<<<<
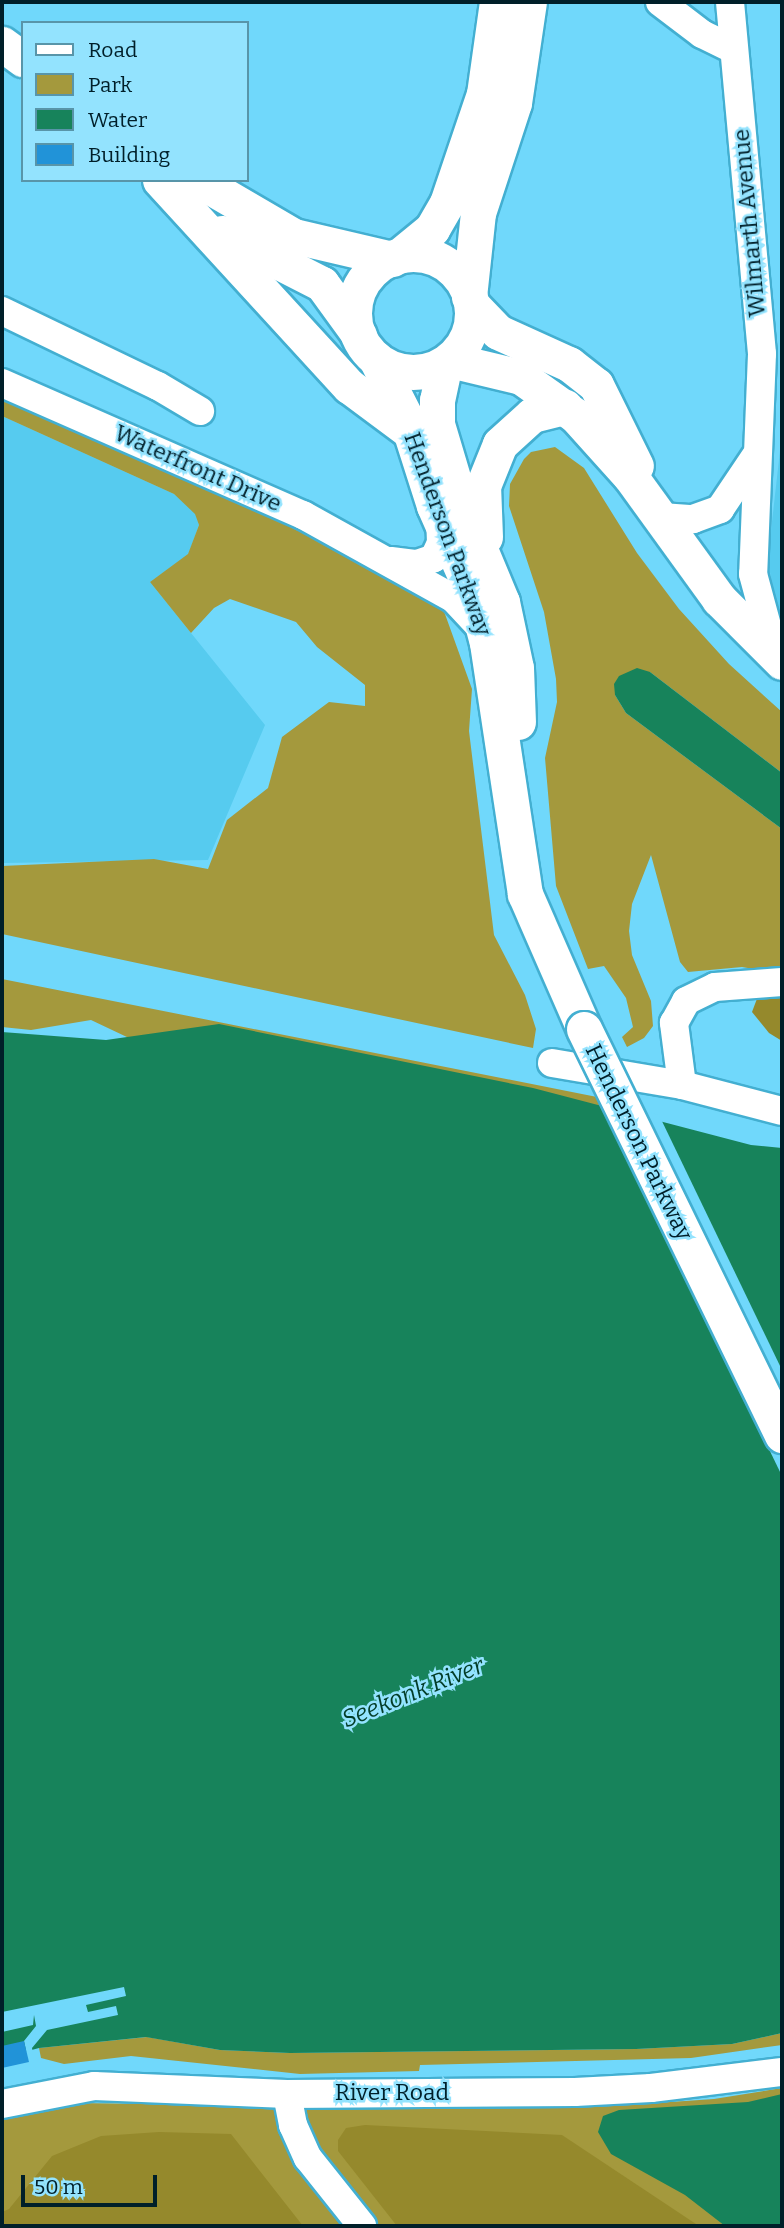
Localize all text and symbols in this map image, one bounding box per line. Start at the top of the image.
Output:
legend [21,21,248,182]
text: Road [88,37,137,63]
text: Park [88,72,132,98]
text: Water [88,107,147,133]
street label: Wilmarth Avenue [727,128,771,318]
text: Building [88,142,170,168]
street label: Waterfront Drive [110,419,286,517]
street label: Henderson Parkway [398,428,498,640]
street label: Henderson Parkway [580,1039,698,1245]
water label: Seekonk River [338,1651,488,1735]
street label: River Road [335,2078,449,2106]
scale bar [24,2162,161,2206]
text: 50 m [34,2174,83,2200]

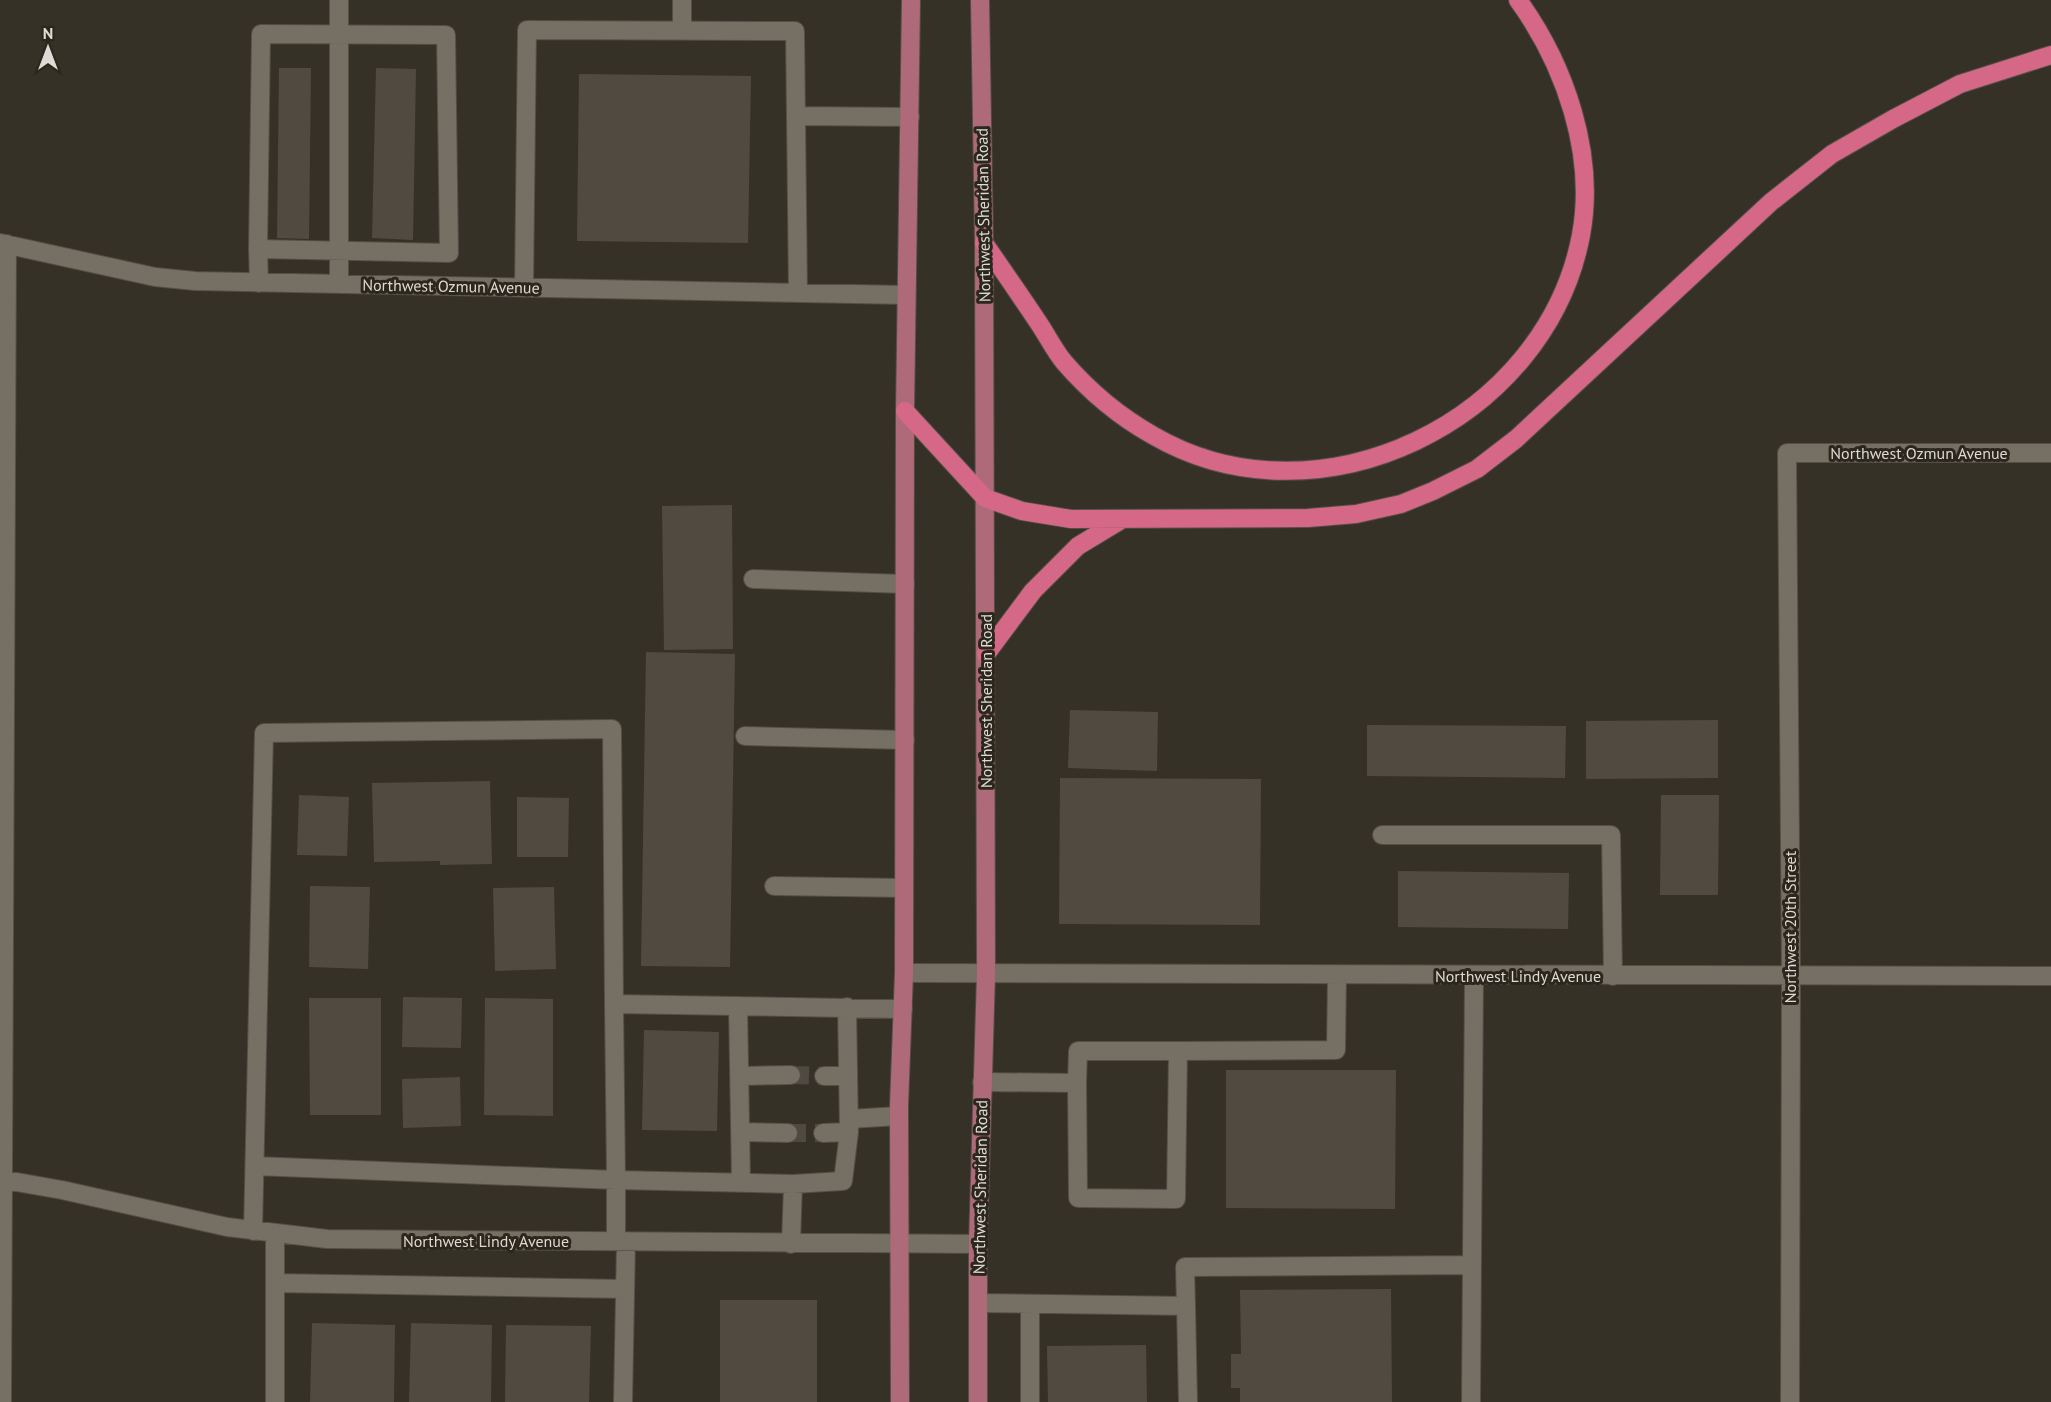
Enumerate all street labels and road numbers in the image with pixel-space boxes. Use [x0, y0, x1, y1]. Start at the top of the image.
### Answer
street label: Northwest Sheridan Road [971, 128, 995, 302]
street label: Northwest Ozmun Avenue [362, 274, 540, 298]
street label: Northwest Ozmun Avenue [1830, 443, 2008, 463]
street label: Northwest Sheridan Road [976, 614, 996, 788]
street label: Northwest 20th Street [1780, 850, 1800, 1003]
street label: Northwest Lindy Avenue [1435, 966, 1601, 986]
street label: Northwest Sheridan Road [968, 1100, 992, 1274]
street label: Northwest Lindy Avenue [403, 1231, 569, 1251]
>>>>
▶ **Instructions for the task**
Read through the entries, then copy every line where the string "Start" is found.

▶ **Task response**
Localize all text and symbols in this map image, one bounding box per line. Start at the top of the image.
Enumerate all street labels and road numbers in the image with pixel-space boxes. Use [x0, y0, x1, y1]. Start at the top of the image.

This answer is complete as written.